Unfortunately, if there is an improvement in five years, there may be very few that still have licenses to harvest, as RS endorsements require a certain $ amount or percentage of income come from seafood sales to qualify for renewal. Its a Catch 22, as unless the local fisherman can find an alternate fishery in the interim, many will be out with no way to re-enter the fishery by then


It isn't a water quality issue. There are farmed, aqua-culture oyster beds that are thriving in the area.
 

Buckstop

Senior Member
It isn't a water quality issue. There are farmed, aqua-culture oyster beds that are thriving in the area.
Seems there would be hope but not sure if water quality level requirements are the same for spat to take in the wild versus that for spawned stock to simply survive to maturity after being planted. They have great success growing aquaculture clams in Cedar Key but that area never had large self sustaining wild clam fishery. In our Indian River lagoon the shellfish leases were abandoned shortly after the collapse.
 

bullgator

Senior Member
It was on our news two weeks ago. It’s the water wars with Georgia again. Georgia sending it to Atlanta instead of it flowing to the Gulf is creating a water quality situation. I believe they said t was allowing the bay to have a higher salt content than is ideal.
 

Boondocks

Senior Member
The Hooch is full of water in South Georgia.They are lowering Lake Eufaula 3 feet this week.I have allways said the bay gets plenty of water from Georgia.
 

doomtrpr_z71

Senior Member
There has been 5 times that the flow out of woodruff dam has increased the salinity in Apalachicola bay, 3 times the flow was low enough in 2010 during the drought which was counteracted by increased flow from rain fall during the months in between, the other 2 times were one month intervals in 13 and 16 and the flow still met minimum requirements for the bay with greatly increased flow the next month due to rainfall. Florida has lost the water war and can't blame agriculture since the reduced flow events doesn't coincide with ag water withdrawals. The fwc is partly to blame and the oyster men are the other party to blame after the stripping of the bay during the deep water horizon incident. The fwc should have closed the bay then and didn't, just like how they ignored the warnell study that showed that the bay is actually getting too much freshwater influx. Trying to drain the Tate's Forest into the bay again isn't going to fix the issues.
 

Gator89

Senior Member
There has been 5 times that the flow out of woodruff dam has increased the salinity in Apalachicola bay, 3 times the flow was low enough in 2010 during the drought which was counteracted by increased flow from rain fall during the months in between, the other 2 times were one month intervals in 13 and 16 and the flow still met minimum requirements for the bay with greatly increased flow the next month due to rainfall. Florida has lost the water war and can't blame agriculture since the reduced flow events doesn't coincide with ag water withdrawals. The fwc is partly to blame and the oyster men are the other party to blame after the stripping of the bay during the deep water horizon incident. The fwc should have closed the bay then and didn't, just like how they ignored the warnell study that showed that the bay is actually getting too much freshwater influx. Trying to drain the Tate's Forest into the bay again isn't going to fix the issues.

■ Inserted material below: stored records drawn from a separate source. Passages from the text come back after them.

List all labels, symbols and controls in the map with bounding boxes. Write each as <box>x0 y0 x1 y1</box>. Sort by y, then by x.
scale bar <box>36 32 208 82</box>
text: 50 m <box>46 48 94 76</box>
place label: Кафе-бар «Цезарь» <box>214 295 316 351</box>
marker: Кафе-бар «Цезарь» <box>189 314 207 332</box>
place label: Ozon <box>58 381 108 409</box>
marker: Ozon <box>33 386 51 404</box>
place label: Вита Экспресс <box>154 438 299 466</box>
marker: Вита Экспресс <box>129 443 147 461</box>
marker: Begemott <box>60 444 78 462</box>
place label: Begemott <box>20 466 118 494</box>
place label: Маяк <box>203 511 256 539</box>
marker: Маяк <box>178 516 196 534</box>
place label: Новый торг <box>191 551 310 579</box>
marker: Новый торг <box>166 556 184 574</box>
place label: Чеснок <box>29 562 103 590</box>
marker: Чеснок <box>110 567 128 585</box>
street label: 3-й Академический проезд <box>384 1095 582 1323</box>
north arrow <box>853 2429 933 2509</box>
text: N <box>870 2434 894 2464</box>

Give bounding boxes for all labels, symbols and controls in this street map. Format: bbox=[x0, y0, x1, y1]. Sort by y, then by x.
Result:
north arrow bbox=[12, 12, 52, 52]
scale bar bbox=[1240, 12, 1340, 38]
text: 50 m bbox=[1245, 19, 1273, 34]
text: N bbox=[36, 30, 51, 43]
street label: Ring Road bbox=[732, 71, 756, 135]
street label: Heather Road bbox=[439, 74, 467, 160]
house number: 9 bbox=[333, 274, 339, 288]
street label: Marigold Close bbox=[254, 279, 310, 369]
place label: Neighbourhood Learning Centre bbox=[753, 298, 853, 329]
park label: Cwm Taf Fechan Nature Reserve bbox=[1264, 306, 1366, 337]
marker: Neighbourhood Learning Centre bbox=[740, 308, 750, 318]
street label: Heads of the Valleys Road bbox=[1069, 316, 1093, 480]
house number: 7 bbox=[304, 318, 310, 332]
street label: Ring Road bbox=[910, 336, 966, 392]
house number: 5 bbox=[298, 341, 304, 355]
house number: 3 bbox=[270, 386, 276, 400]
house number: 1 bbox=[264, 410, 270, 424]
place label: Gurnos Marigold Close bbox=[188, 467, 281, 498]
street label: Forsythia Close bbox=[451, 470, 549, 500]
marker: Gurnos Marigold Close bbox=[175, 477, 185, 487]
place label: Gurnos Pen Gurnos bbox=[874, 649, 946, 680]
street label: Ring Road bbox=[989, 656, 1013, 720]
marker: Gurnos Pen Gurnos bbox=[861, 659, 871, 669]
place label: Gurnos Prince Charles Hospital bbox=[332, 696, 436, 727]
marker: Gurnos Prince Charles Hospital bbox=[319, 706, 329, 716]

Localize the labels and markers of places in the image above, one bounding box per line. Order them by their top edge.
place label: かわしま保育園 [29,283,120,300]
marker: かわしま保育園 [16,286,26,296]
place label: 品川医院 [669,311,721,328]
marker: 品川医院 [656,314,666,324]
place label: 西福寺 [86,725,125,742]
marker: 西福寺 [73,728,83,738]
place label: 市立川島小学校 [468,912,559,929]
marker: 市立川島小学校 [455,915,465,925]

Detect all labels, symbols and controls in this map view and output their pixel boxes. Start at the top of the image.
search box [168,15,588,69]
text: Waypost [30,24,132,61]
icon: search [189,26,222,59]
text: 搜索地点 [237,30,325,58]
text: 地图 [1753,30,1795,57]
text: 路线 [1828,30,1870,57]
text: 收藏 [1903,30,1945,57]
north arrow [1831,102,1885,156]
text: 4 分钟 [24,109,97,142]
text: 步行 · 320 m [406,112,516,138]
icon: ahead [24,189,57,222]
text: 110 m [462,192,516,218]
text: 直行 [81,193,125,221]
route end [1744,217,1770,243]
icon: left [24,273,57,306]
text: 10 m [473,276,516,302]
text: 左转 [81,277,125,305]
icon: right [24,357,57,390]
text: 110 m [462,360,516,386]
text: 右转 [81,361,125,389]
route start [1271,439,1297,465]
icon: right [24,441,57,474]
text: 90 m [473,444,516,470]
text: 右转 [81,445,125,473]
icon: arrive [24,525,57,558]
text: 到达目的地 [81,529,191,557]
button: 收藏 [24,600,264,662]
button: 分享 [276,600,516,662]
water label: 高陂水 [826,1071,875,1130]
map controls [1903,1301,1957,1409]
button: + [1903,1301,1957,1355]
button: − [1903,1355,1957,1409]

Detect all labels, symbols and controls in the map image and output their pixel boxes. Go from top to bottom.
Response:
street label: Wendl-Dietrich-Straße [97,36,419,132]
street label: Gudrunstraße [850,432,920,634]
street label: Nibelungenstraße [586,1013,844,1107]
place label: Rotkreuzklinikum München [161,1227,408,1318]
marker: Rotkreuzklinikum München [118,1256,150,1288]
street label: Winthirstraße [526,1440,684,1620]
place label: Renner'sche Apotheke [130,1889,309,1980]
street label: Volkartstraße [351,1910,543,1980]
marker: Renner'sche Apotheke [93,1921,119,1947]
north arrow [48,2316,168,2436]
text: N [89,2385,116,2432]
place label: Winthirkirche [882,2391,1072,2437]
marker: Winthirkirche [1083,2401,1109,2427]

In Florida, agriculture gets blamed for everything negative related to the environment.
 

Lukikus2

Senior Member
Last time I took the wife to Rick's on the River in Tampa for oysters, they were serving Texas oysters.

In the last three to four years in C. Fl. We have only been getting them from Texas or Louisiana. Even after the Horizon event.
 

crackerdave

Senior Member
Florida is way over populated and has been stripped of all her natural resources by the Yankee invaders.

Georgia and the Carolinas are next,starting with the coastal areas.They will not stop until all is pavement.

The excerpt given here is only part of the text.